Murder, at it's core, is performed with intent, hate, or even in ignorance. Terrible accidents and mistakes happen everyday. Put yourself in the mindset of having to attended a funeral that was the result of a similar tragedy. ( having to go meaning that you are close enough to feel an obligation to show support)

I'm surprised at what you wrote Solomon. You usually write with so much wisdom. I mean no disrespect. I guess I'd like to understand your point of view better.


----------



## solomonb (Jun 21, 2014)

Lumber Jim-- I don't know the legal definition of murder or manslaughter. However, I do know the trials, tribulations and tears that many of us have had trying to become parents and nothing, I mean NOTHING working. At that time, you decide, ( we did) that being a parent was not in the cards. More tears and tribulations. Then it is time to move ahead with life!

Then, something like this happens. Many folks take human life and procreation for granted-- i.e., we can reproduce, everyone can reproduce. Well, unfortunately that does not always work out to be the case.

At church last Sunday, we had a fill in speaker.

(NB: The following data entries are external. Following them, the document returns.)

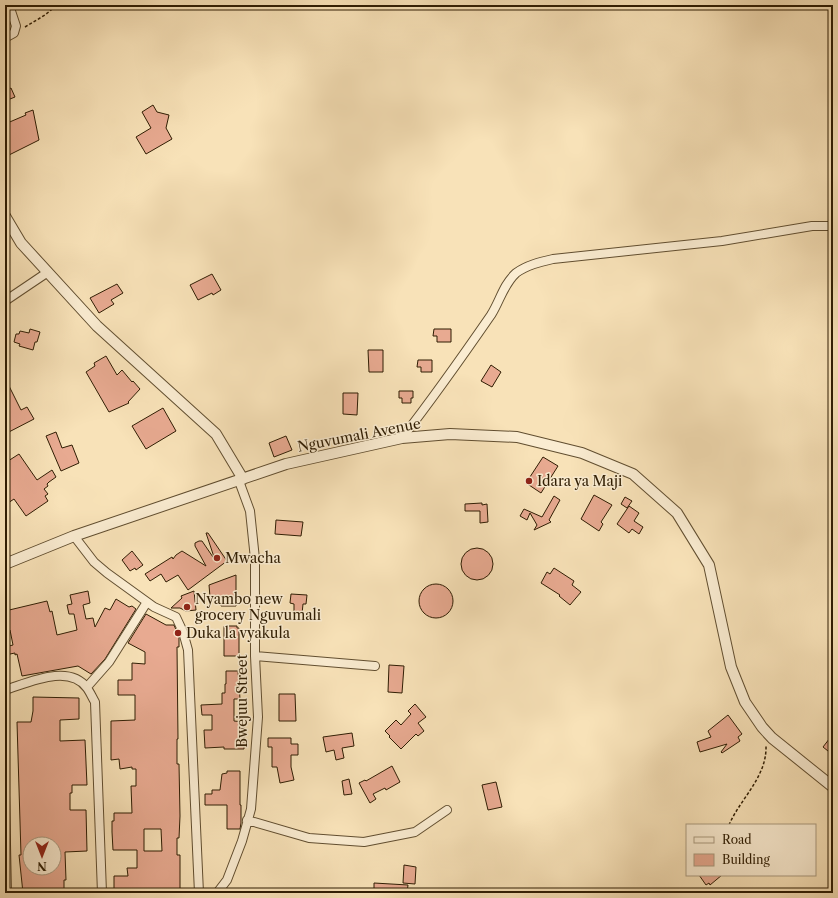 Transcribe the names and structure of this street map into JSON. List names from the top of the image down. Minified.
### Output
{"streets":{"street":["Nguvumali Avenue","Bwejuu Street"]},"crossings":[["Nguvumali Avenue","Bwejuu Street"]],"places":["Idara ya Maji","Mwacha","Nyambo new grocery Nguvumali","Duka la vyakula"],"legend":["Road","Building"],"north":"bottom"} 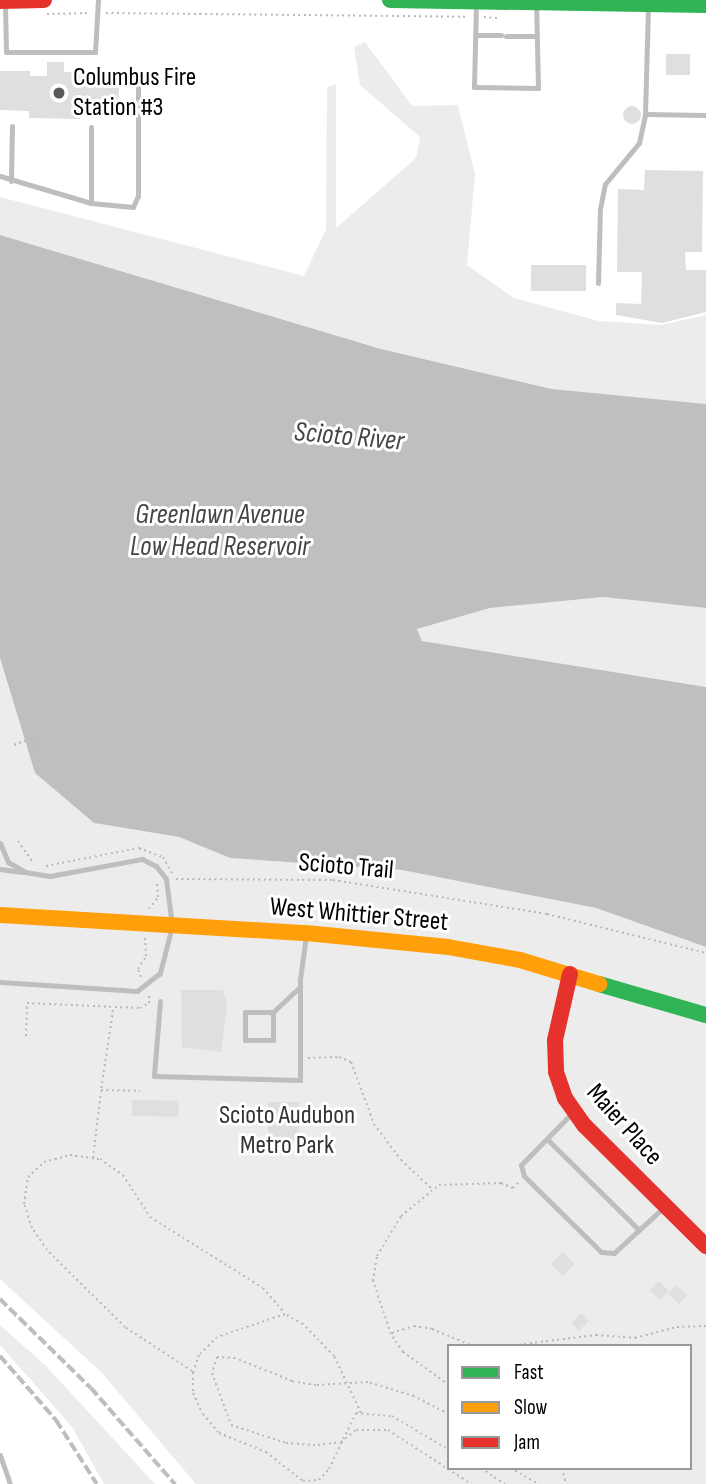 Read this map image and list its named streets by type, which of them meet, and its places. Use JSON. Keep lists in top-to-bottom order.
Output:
{
  "streets": {
    "street": ["West Whittier Street", "Maier Place"],
    "path": ["Scioto Trail"]
  },
  "crossings": [
    ["West Whittier Street", "Maier Place"]
  ],
  "water": ["Scioto River", "Greenlawn Avenue Low Head Reservoir"],
  "parks": ["Scioto Audubon Metro Park"],
  "places": ["Columbus Fire Station #3"],
  "legend": ["Fast", "Slow", "Jam"]
} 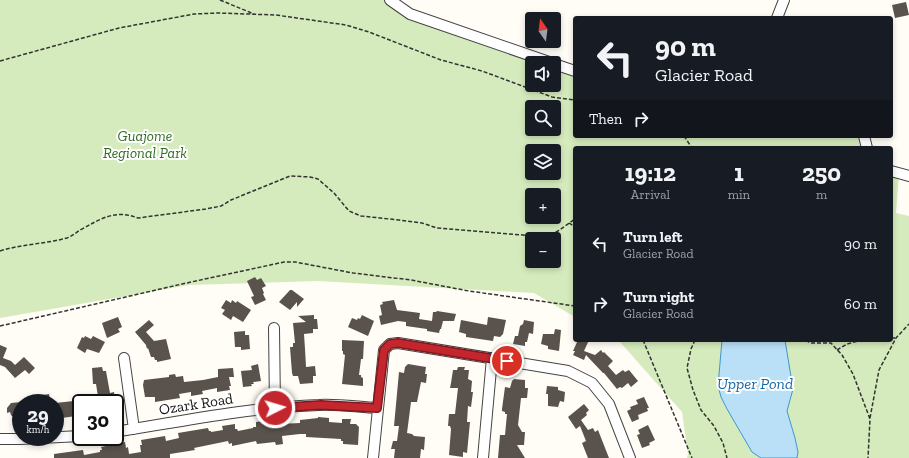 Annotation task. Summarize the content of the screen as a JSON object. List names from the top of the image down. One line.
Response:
{"streets":{"street":["Ozark Road"]},"water":["Upper Pond"],"parks":["Guajome Regional Park"],"north":"top","page":{"map_buttons":["+","−"],"turn":["90 m","Glacier Road"],"then":"Then","eta":["19:12","Arrival","1","min","250","m"],"list":[{"name":"Turn left","note":"Glacier Road","value":"90 m"},{"name":"Turn right","note":"Glacier Road","value":"60 m"}],"speed":"29 km/h","limit":"30"}} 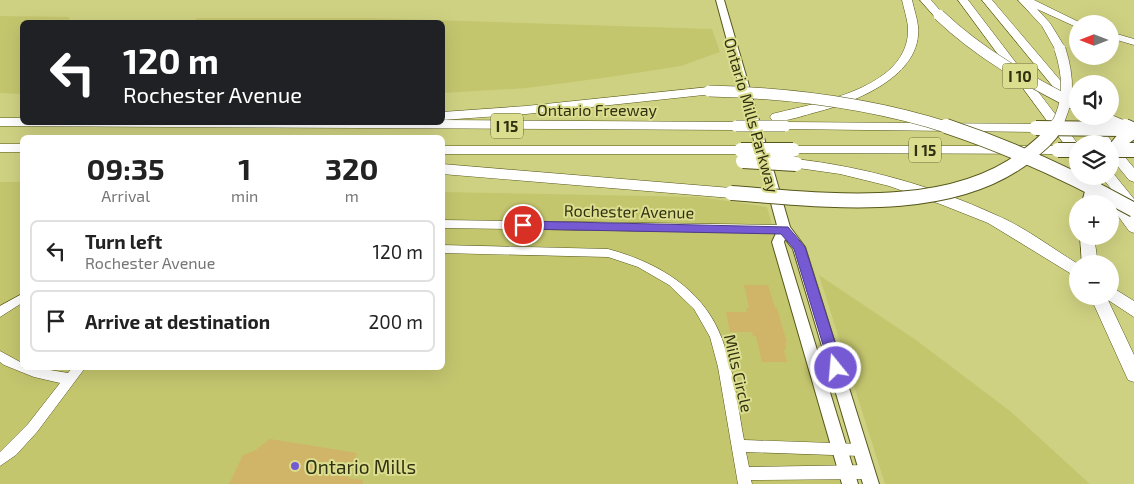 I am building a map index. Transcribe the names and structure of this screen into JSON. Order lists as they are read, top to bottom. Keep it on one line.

He talked about father's day and fatherhood. Then, he asked everyone to turn and hug-- well, I had no one to hug! Some guy next to me said, "I will hug you" and did!! The lady in the next pew had tears in her eyes as she squeezed my hand-- she had no one to hug either. Ackward? Well, I sure thought so. Goofy-- well, I was more offended than anything else. Sadly, one older lady looked for someone to hug, but nobody came around. Now, this mainline Protestant church is in a major downtown and is not a "Huggy" type of congregation!!! There are some churches that are, this one is not.

Not everyone can have a family-- and it HURTS to the bone when you see something like this happening. OK, it could have been a mistake. This individual will have to live with this for the rest of his natural life-- and there won't be a day that he won't forget. That is probably penalty enough for this action.


----------



## Lumber Jim (Jun 22, 2014)

^^ I appreciate what you wrote and your perspective. Thank you for sharing. To be honest I sometimes take fatherhood for granted with how hectic life can be. I forget to remember how precious life actually is until I am reminded by accidents like this.(I truly hope that this was an accident)

I can honestly say that I often pray that my family never has to endure an accident like this. We almost did once. 25 years ago my youngest brother almost died under a truck tire. I still check every tire before leaving a place where there might be kids around. A couple of years ago we went to a funeral for a 3 year old member of our church that had a farm accident. Many tears were shed.

I agree with you that the father in the OP article will never forget.


----------



## IlPadrino (Jun 22, 2014)

To those who can't "imagine how this could happen"... well, it did, and it does. It is no more murder than killing someone by running them over accidentally with a car. A moment of inattention, or a morning of just not thinking. The brain is a complicated thing.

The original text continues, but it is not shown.